Un livre qui manque parfois de rythme. L'intrigue est très longue à se mettre en place et le narrateur, éternel indécis, manque singulièrement de charme. A lire tout de même, pour le contexte, et pour la très belle écriture de SERPA.
Il aura fallu patienter plus de 70 ans avant que ce classique de la littérature cubaine fasse l'objet d'une traduction française. Le résultat est à la hauteur de l'attente...
Dès les premières pages, Contrebande s'impose avant tout comme un magnifique roman d'atmosphère, émaillé de métaphores d'une somptueuse justesse, et servi par une prose naturaliste qui jongle avec les genres romanesques pour mieux s'en affranchir. Serpa transpose littéralement son lecteur dans le bas-fonds de La Havane, au coeur de cette misère cubaine des années trente, une île grisée par les vapeurs de rhum, les volutes des cigares et le parfum lourd des prostitués. Il esquisse avec subtilité cet univers opaque et sulfureux où l'aventure semble encore possible mais où chacun doit cependant lutter pour subsister au quotidien. Car si la fièvre révolutionnaire n'a pas encore embrasé l'île, le grondement populaire ne cesse de s'amplifier, en particulier chez les pêcheurs, qui doivent faire face à un effondrement progressif mais inexorable du cours du poisson.

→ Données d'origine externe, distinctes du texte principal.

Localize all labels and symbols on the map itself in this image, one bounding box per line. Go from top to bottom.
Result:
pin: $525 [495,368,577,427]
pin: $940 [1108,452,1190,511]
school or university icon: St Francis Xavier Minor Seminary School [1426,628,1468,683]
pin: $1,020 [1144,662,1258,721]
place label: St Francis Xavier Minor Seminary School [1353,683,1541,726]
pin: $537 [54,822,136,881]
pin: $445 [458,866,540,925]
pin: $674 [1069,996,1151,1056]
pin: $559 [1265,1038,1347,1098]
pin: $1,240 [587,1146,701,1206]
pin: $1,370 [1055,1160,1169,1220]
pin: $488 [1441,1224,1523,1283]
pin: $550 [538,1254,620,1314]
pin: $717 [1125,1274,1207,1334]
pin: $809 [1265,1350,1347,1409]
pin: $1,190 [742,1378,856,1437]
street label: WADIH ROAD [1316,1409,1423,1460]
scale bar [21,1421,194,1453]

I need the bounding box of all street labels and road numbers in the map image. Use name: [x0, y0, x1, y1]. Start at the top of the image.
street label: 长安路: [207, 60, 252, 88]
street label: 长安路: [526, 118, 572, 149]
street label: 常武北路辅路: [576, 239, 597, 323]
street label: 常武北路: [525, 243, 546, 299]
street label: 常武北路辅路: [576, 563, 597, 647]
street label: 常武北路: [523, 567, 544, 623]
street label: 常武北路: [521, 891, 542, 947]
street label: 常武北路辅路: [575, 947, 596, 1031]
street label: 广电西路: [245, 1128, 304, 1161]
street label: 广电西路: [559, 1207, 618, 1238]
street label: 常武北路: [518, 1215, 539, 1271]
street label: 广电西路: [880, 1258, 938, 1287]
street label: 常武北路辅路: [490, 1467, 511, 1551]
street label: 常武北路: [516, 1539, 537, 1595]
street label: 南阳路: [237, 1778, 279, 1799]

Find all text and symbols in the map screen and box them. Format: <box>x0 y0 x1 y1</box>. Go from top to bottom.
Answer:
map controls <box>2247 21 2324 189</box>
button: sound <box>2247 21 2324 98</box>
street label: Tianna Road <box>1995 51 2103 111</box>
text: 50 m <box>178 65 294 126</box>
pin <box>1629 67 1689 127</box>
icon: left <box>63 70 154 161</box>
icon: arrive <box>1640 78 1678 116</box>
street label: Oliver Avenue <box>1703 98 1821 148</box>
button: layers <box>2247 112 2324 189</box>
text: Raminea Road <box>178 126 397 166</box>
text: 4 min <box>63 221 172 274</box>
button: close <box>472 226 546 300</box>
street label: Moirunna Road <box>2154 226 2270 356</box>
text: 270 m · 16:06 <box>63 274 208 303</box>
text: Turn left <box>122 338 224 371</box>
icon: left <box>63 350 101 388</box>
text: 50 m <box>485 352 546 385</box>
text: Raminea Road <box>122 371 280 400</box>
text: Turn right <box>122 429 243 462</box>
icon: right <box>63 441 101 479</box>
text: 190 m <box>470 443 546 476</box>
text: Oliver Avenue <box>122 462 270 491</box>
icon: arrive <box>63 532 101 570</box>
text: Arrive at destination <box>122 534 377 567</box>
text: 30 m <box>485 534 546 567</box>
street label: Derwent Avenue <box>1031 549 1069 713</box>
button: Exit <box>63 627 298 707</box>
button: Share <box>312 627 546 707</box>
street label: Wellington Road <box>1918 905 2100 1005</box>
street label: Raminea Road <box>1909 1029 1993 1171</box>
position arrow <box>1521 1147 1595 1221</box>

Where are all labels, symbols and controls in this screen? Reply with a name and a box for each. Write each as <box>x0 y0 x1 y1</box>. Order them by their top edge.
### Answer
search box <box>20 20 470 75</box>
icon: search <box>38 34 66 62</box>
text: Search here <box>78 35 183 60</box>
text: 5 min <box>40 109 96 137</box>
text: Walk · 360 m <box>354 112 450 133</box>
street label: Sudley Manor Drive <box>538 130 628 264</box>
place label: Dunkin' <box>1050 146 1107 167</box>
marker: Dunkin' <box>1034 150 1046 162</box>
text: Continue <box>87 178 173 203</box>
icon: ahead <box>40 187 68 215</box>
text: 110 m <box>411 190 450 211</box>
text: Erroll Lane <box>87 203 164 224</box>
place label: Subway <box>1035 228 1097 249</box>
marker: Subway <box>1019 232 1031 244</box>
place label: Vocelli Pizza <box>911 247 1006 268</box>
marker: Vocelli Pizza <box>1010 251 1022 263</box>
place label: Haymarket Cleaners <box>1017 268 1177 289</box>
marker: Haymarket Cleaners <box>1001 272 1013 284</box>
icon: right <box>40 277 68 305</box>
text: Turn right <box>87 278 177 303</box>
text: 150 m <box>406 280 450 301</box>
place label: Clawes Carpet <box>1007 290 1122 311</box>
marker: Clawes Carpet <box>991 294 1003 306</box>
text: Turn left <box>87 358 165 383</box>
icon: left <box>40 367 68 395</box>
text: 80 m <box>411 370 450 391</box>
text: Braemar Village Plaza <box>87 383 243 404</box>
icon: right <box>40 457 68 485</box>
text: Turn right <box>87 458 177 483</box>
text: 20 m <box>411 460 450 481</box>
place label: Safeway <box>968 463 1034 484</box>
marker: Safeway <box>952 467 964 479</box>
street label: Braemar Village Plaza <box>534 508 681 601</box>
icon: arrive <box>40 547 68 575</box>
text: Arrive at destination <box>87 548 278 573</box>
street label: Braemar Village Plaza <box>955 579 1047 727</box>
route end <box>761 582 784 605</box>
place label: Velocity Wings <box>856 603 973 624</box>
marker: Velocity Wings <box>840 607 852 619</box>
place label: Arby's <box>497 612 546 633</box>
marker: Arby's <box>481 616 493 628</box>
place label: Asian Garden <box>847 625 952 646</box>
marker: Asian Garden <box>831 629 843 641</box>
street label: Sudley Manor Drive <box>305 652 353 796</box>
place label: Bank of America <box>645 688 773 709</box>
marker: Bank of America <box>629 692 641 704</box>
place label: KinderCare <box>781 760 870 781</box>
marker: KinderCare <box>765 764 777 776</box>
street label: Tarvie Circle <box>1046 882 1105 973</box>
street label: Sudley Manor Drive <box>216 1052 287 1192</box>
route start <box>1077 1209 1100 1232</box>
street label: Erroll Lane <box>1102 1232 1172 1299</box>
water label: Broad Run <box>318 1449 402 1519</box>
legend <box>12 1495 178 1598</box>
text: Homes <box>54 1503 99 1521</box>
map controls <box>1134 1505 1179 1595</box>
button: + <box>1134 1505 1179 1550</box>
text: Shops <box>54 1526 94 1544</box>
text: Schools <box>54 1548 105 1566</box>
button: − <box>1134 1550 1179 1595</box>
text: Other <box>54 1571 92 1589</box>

La prohibition américaine offrant des perspectives plus lucratives, le narrateur décide d'utiliser l'une de ses goélettes pour acheminer illégalement une cargaison de rhum, périlleuse opération dont les préparatifs et l'accomplissement constitueront la toile de fond narrative. Mais notre armateur s'improvise contrebandier sans réellement en avoir l'étoffe : lâche, couard, hypocrite et mythomane, ce dernier vit dans l'ombre de Requin, son capitaine de bord - un baroudeur, pirate à ses heures, mais homme d'honneur avant tout - respecté et vénéré par la totalité de l'équipage. Entre les deux hommes se noue dès lors une relation de rivalité complexe, teinté de jalousie compulsive et d'indifférence condescendante, dont Serpa imprègne chaque page pour la plus grande jubilation du lecteur. Stylistiquement à mi-chemin entre Conrad et Stevenson Contrebande élabore un univers narratif magnétique qui vagabonde des comptoirs poisseux de La Havane aux étendues océanes, entre récit d'aventure aux accents initiatiques et roman socio-historique ; une très belle alchimie littéraire dont l ?intensité ne saurait laisser indifférent.